▶ WHAT IS BEING ASKED: Write out each record below exactly as it appears, with no pictures.

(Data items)
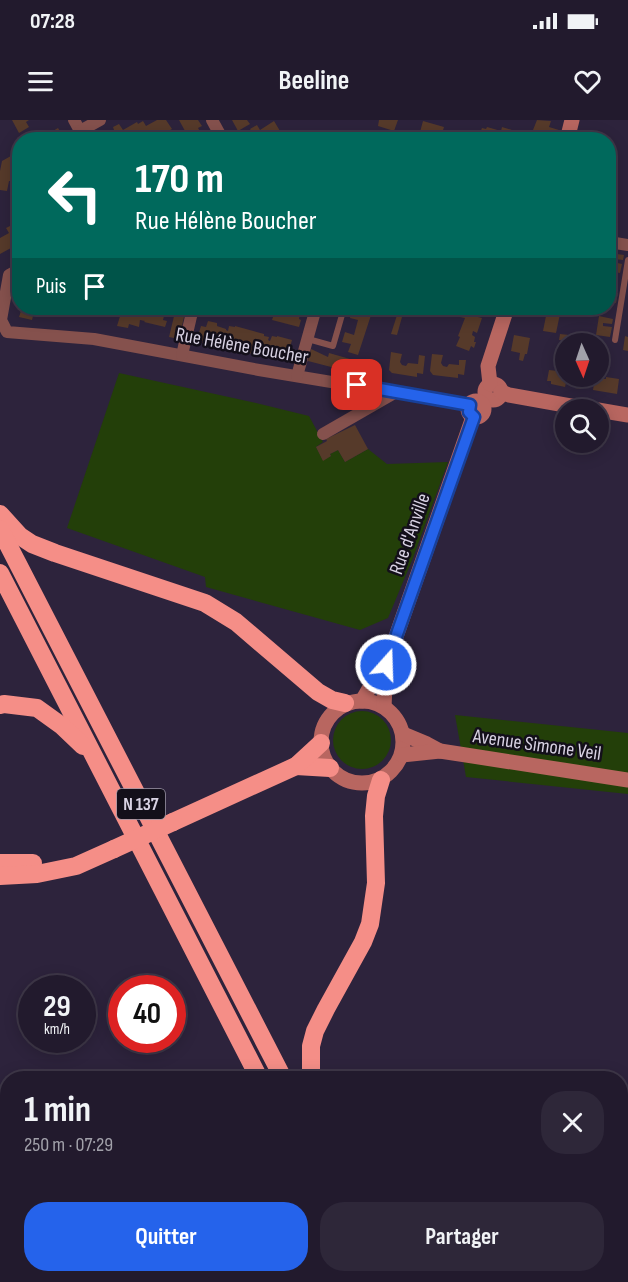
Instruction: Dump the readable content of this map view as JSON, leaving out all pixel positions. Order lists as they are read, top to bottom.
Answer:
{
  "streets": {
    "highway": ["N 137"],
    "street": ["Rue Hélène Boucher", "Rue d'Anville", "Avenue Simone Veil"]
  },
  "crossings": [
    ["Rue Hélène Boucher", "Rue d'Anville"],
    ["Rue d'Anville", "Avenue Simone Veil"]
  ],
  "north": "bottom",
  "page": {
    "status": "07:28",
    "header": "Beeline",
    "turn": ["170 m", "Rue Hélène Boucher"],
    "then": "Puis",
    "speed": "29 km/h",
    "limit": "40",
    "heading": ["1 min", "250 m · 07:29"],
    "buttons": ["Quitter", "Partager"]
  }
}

▶ RESPONSE TO THIS TASK:
Instruction: Dump the readable content of this map view as JSON, leaving out all pixel positions. Order lists as they are read, top to bottom.
Answer:
{
  "streets": {
    "highway": ["N 137"],
    "street": ["Rue Hélène Boucher", "Rue d'Anville", "Avenue Simone Veil"]
  },
  "crossings": [
    ["Rue Hélène Boucher", "Rue d'Anville"],
    ["Rue d'Anville", "Avenue Simone Veil"]
  ],
  "north": "bottom",
  "page": {
    "status": "07:28",
    "header": "Beeline",
    "turn": ["170 m", "Rue Hélène Boucher"],
    "then": "Puis",
    "speed": "29 km/h",
    "limit": "40",
    "heading": ["1 min", "250 m · 07:29"],
    "buttons": ["Quitter", "Partager"]
  }
}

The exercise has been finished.